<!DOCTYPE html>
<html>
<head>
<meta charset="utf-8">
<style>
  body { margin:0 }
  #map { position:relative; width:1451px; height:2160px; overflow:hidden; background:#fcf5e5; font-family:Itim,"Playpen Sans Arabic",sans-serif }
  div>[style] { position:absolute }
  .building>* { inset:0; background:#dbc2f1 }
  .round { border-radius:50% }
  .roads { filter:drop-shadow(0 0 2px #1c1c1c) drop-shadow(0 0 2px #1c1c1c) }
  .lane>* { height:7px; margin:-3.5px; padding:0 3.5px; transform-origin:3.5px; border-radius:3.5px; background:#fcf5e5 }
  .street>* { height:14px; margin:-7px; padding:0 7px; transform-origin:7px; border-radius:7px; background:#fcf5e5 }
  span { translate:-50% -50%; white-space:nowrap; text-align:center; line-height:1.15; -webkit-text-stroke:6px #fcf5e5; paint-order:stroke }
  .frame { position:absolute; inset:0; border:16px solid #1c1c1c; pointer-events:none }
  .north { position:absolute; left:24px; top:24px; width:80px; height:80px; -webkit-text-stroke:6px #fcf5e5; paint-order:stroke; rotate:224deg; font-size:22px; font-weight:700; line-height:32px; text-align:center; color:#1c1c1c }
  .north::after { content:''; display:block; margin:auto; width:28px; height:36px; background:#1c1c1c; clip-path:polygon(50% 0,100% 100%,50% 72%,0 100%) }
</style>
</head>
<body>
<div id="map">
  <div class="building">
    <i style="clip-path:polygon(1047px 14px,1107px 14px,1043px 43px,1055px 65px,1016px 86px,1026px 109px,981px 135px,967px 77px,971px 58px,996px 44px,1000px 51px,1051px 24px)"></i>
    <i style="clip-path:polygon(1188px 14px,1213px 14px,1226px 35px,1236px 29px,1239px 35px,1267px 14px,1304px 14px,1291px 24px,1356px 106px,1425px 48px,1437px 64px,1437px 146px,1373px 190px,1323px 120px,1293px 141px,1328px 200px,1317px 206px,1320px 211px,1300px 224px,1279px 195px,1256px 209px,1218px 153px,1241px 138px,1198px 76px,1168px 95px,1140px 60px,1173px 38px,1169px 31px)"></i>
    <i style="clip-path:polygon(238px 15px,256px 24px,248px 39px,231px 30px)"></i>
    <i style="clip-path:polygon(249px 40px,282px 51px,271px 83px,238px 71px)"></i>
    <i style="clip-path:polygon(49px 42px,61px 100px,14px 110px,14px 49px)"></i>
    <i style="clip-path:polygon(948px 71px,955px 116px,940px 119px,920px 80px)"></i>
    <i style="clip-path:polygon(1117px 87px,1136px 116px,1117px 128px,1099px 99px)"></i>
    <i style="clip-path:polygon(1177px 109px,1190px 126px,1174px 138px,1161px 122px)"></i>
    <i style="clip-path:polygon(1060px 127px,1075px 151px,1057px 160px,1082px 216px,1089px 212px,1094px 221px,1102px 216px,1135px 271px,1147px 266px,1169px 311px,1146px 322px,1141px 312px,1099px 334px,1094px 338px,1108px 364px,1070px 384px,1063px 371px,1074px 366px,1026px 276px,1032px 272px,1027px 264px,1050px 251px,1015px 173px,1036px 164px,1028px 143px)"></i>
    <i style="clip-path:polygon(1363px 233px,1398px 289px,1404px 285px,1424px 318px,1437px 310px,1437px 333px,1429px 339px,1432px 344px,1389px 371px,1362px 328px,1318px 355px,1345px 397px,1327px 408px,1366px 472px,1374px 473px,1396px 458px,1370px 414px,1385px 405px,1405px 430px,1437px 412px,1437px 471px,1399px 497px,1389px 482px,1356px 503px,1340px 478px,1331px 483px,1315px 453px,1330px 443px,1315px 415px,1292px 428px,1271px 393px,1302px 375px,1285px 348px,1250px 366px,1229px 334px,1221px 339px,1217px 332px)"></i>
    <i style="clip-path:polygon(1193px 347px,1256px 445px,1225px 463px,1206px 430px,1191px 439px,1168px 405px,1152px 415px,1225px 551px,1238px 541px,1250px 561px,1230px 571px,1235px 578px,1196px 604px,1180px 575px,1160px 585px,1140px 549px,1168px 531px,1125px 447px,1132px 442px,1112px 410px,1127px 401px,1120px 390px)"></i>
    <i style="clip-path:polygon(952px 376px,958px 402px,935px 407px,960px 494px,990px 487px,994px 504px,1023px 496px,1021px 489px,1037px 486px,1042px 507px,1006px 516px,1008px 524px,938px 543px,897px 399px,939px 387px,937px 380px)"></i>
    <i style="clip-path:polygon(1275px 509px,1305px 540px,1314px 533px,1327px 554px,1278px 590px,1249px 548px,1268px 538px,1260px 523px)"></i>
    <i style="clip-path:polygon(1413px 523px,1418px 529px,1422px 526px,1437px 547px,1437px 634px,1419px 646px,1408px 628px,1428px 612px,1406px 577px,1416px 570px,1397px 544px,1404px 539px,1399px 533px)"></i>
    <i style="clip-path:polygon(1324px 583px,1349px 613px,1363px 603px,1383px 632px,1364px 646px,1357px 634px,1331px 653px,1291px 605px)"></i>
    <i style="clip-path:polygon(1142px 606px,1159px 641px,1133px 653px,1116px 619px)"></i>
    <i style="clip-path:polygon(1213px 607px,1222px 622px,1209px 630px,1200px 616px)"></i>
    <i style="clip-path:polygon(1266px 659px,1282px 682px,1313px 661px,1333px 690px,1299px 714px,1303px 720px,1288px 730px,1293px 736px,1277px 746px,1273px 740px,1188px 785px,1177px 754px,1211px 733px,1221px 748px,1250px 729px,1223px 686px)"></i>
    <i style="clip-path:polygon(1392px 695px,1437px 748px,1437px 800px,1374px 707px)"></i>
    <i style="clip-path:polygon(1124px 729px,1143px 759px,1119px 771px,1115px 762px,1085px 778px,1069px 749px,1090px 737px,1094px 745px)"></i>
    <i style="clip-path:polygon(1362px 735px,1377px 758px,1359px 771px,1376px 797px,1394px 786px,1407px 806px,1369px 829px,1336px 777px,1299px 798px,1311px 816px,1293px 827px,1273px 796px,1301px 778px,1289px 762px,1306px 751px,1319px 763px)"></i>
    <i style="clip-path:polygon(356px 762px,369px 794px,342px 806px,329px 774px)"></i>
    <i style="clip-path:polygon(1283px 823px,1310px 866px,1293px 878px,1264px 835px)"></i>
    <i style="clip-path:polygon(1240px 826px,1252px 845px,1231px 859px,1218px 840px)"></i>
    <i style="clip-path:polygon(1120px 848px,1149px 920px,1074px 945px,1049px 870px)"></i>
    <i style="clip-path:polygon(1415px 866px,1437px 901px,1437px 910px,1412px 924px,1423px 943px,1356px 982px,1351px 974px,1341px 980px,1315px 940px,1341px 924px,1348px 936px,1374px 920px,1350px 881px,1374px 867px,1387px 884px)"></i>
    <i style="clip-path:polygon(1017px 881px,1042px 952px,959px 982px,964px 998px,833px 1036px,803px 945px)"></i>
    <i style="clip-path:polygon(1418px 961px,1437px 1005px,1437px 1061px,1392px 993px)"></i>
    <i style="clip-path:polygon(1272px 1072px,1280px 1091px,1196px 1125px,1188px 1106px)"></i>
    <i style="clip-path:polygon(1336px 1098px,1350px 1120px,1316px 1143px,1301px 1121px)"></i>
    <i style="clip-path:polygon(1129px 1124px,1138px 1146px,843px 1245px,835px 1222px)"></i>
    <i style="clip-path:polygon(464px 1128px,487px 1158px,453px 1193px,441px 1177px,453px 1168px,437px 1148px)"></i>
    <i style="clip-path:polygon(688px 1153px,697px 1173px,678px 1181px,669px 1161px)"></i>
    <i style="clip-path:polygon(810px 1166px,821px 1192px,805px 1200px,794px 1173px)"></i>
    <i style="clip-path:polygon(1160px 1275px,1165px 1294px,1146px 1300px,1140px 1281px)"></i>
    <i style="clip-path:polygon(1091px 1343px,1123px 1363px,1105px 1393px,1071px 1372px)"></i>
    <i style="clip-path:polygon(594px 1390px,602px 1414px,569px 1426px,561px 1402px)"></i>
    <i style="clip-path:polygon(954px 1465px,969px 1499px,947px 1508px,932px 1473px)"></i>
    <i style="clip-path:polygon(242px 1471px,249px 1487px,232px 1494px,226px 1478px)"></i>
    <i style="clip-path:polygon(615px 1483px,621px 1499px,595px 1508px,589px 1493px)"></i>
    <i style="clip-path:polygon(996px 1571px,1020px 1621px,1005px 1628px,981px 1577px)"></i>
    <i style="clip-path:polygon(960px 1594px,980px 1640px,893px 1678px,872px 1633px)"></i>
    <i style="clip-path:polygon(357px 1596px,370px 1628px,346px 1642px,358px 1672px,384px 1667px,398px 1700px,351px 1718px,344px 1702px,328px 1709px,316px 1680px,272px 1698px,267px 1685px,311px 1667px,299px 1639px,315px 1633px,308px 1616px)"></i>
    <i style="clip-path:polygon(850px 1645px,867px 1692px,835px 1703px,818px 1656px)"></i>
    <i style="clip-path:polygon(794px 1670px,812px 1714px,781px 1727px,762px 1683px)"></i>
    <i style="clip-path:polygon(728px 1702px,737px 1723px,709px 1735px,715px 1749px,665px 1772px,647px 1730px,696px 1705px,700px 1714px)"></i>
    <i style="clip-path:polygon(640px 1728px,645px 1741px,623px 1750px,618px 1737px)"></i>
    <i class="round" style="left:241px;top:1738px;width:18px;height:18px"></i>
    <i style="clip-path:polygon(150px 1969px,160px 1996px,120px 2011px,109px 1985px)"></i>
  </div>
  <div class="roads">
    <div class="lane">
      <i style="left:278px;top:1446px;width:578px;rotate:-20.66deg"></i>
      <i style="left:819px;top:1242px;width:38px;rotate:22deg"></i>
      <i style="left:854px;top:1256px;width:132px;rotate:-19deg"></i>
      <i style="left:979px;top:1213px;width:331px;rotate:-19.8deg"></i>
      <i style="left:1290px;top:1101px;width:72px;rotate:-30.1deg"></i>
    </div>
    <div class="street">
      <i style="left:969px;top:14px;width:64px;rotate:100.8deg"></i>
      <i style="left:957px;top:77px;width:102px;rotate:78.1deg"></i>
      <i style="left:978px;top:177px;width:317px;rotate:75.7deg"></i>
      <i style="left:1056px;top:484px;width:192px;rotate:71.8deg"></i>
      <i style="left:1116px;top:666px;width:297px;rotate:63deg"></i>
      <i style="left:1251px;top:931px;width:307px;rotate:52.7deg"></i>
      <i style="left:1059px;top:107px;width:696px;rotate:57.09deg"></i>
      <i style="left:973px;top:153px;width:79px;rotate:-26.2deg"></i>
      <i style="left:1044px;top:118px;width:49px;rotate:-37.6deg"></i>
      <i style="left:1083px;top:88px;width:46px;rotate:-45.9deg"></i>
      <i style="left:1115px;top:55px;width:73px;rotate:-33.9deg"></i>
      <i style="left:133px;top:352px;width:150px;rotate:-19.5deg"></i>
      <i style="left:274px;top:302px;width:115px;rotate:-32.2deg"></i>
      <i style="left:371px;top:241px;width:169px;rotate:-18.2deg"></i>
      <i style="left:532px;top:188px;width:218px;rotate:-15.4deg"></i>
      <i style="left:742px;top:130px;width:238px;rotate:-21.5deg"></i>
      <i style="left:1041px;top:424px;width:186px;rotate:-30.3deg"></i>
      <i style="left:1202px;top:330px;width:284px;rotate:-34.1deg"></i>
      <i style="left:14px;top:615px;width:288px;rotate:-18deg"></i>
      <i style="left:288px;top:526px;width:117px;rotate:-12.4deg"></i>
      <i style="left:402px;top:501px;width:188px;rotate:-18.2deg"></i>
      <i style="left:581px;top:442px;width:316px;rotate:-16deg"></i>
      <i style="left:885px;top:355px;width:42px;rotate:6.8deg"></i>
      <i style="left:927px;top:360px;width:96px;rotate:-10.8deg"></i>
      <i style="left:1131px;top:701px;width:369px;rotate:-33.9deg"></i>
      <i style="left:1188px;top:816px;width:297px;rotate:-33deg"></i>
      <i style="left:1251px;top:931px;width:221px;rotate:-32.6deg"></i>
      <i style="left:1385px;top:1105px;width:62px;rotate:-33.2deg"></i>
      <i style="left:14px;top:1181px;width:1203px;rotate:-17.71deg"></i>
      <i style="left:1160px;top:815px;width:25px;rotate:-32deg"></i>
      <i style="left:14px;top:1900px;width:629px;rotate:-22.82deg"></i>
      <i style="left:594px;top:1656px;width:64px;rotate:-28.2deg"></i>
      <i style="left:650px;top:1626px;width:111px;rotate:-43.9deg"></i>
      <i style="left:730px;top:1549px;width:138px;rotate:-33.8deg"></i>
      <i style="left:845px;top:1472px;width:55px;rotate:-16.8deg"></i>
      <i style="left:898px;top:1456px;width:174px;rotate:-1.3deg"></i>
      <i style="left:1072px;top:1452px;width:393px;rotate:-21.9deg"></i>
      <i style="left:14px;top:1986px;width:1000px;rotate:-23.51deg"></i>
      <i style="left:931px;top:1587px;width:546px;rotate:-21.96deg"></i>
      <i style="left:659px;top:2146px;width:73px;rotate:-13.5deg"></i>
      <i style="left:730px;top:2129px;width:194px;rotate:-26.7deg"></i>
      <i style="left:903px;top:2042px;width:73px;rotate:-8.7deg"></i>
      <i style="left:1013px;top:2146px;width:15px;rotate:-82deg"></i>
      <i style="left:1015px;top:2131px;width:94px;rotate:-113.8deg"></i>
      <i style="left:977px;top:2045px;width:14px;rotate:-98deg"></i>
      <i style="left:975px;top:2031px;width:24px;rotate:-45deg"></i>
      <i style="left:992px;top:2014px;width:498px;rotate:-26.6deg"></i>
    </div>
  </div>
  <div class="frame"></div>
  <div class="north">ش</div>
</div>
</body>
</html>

**EXERCISE PROMPT:**
For this exercise, repeat exactly the lines of the data above from the one with "position:relative; width:1451px; height:2160px;" down to the one with "filter:drop-shadow(0 0 2px", both end lines included.

**ANSWER:**
  #map { position:relative; width:1451px; height:2160px; overflow:hidden; background:#fcf5e5; font-family:Itim,"Playpen Sans Arabic",sans-serif }
  div>[style] { position:absolute }
  .building>* { inset:0; background:#dbc2f1 }
  .round { border-radius:50% }
  .roads { filter:drop-shadow(0 0 2px #1c1c1c) drop-shadow(0 0 2px #1c1c1c) }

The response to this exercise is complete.